There was a particularly languid evening this August spent listening, largely, to Haim remixes and Jon Lawless and Mary Cassidy's "Make It Do". The dominant reflection of that night was a head-nodding, "This is just so good," twinkling keys set against Cassidy's delicate soprano. The two iterations of the chorus, trafficking in a rap-video chic (something Lawless did well before Lorde was a teenager), were finally united in a figure-eight weave through the arrangement's last moments. Cassidy was a dream and Lawless, a genius, as "Make It Do" evaporated from view in the same ethereal manner which it arrived; it was and is so good.

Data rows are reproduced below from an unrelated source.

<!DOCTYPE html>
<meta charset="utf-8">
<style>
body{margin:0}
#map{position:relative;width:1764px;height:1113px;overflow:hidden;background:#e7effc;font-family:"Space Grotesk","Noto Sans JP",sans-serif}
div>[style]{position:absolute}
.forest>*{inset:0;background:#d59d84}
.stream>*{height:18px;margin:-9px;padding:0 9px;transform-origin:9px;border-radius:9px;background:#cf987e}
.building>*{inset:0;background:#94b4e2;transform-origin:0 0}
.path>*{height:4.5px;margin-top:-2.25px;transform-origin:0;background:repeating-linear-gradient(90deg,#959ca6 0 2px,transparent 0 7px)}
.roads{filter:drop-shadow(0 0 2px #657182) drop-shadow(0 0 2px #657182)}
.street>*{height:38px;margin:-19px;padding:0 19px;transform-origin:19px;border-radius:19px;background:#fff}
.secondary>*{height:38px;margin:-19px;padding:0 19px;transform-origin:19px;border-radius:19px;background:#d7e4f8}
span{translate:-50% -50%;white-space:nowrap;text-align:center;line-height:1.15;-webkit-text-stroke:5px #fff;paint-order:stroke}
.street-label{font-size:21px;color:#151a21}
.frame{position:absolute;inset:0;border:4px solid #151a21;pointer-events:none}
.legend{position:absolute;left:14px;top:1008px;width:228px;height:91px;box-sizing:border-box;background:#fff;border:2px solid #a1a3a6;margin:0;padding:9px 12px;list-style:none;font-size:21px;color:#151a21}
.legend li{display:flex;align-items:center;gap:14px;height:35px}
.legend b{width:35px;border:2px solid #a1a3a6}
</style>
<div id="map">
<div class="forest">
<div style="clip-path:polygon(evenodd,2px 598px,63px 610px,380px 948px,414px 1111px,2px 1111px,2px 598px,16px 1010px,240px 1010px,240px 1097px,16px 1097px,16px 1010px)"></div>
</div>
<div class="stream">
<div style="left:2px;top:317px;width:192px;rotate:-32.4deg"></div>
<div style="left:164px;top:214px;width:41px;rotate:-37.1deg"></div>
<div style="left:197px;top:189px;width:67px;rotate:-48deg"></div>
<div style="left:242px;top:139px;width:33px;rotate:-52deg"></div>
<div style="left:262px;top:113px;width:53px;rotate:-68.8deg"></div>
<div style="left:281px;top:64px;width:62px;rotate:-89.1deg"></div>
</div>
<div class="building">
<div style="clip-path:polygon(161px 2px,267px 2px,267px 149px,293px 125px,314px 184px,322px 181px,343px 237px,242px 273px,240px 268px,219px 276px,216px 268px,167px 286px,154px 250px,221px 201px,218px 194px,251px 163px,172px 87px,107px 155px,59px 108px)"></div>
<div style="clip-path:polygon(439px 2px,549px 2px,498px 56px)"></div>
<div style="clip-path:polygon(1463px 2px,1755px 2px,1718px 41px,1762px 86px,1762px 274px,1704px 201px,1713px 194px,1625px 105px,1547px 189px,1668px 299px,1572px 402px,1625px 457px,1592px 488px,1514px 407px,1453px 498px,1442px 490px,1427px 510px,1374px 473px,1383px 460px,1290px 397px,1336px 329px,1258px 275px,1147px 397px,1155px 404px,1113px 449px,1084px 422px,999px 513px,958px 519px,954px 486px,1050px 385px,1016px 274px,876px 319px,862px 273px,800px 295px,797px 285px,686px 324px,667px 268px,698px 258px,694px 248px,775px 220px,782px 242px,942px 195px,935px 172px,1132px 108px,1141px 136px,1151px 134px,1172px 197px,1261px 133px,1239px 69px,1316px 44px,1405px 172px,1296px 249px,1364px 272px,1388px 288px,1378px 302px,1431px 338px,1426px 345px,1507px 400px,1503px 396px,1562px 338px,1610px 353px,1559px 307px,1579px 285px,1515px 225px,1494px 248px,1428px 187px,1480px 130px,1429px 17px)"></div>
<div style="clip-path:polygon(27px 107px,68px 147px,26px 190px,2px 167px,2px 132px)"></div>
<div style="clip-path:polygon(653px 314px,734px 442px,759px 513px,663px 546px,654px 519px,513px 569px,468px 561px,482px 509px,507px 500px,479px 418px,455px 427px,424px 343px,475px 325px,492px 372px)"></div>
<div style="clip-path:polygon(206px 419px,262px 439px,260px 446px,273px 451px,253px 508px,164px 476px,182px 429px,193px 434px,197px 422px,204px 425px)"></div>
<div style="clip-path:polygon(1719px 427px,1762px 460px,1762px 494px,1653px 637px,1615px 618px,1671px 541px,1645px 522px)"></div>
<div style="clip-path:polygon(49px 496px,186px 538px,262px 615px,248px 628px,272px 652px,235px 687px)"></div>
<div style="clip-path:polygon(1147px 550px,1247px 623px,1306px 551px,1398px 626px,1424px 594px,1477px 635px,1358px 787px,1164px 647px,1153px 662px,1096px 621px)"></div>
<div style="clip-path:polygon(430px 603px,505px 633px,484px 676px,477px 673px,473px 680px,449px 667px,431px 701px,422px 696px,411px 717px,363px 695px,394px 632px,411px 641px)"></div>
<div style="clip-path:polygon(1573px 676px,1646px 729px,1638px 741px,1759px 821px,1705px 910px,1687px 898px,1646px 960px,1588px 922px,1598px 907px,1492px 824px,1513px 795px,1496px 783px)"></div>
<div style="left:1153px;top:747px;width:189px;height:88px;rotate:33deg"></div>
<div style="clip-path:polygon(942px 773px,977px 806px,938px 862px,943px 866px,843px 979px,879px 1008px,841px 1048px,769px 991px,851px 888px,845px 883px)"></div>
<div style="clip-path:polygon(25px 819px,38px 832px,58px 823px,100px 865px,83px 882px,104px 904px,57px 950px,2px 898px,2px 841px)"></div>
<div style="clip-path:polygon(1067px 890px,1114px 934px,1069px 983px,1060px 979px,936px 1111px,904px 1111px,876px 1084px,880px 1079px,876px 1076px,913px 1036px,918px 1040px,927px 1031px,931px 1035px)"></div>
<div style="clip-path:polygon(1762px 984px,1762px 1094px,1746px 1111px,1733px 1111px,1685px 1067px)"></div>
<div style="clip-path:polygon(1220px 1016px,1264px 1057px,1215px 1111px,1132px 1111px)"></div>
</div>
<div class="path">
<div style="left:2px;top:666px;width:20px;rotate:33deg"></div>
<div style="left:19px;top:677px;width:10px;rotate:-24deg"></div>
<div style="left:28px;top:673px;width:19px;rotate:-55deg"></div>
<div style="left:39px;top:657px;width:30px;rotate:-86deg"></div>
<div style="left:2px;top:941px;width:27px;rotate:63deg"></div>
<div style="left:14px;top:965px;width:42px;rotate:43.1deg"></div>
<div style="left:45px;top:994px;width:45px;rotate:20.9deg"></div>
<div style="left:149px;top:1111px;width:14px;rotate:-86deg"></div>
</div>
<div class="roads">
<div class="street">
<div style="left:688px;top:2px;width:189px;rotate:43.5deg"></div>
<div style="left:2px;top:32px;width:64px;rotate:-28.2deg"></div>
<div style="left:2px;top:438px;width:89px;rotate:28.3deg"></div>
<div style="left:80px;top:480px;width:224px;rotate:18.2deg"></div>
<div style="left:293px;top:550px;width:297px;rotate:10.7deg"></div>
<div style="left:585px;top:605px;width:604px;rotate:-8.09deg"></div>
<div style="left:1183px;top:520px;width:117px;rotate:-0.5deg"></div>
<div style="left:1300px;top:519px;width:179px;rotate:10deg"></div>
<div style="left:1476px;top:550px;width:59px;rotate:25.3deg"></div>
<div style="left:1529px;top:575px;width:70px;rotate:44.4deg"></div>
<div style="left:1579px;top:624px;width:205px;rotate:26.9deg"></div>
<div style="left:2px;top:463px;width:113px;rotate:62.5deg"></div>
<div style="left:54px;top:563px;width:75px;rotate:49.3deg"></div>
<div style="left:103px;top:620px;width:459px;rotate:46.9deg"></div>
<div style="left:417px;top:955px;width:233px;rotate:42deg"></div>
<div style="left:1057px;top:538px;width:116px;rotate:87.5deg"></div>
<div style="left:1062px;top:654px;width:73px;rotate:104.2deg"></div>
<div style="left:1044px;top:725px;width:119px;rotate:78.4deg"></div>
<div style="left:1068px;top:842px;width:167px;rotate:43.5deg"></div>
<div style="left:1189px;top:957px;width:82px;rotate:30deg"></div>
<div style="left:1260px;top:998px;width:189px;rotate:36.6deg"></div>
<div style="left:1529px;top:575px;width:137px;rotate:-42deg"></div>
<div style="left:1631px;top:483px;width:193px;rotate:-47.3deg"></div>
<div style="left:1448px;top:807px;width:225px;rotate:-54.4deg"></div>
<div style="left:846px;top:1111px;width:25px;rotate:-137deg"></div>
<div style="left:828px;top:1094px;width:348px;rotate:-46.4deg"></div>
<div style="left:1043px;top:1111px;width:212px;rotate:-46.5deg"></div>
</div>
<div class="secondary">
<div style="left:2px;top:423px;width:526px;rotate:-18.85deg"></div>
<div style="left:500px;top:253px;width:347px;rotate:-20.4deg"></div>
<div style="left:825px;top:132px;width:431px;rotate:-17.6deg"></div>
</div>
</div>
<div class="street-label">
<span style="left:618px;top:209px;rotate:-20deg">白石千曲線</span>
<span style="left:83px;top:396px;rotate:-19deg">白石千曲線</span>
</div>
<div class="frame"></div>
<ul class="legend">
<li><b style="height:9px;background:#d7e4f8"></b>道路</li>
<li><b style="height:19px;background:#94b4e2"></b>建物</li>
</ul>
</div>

11. RAC - "Let Go" [ft. Kele and MNDR]



The RAC finished remixing other people's work by remixing their own. "Let Go" sounded like a Kele song, or a MNDR song onto which the RAC threw a sheen and a backbeat. But this was the debut RAC single, original work that sounded like a remix already. Were the lines between the remix and the mix blurring when a DJ sought out to two solo artists to guest on his own music? Of course, narrative is dead; the call was coming from, as it were, inside the house. Still, "Let Go" held one of the best hooks of the year, MNDR at the top of the room on the title lyric, Kele occasionally mumbling beneath. It wasn't quite a dance floor burner - it didn't have the BPMs - rather, it was one of the best pop songs of 2013, the kind of thing that Top 40 radio should well have put in heavy rotation, and, for you, thankfully didn't.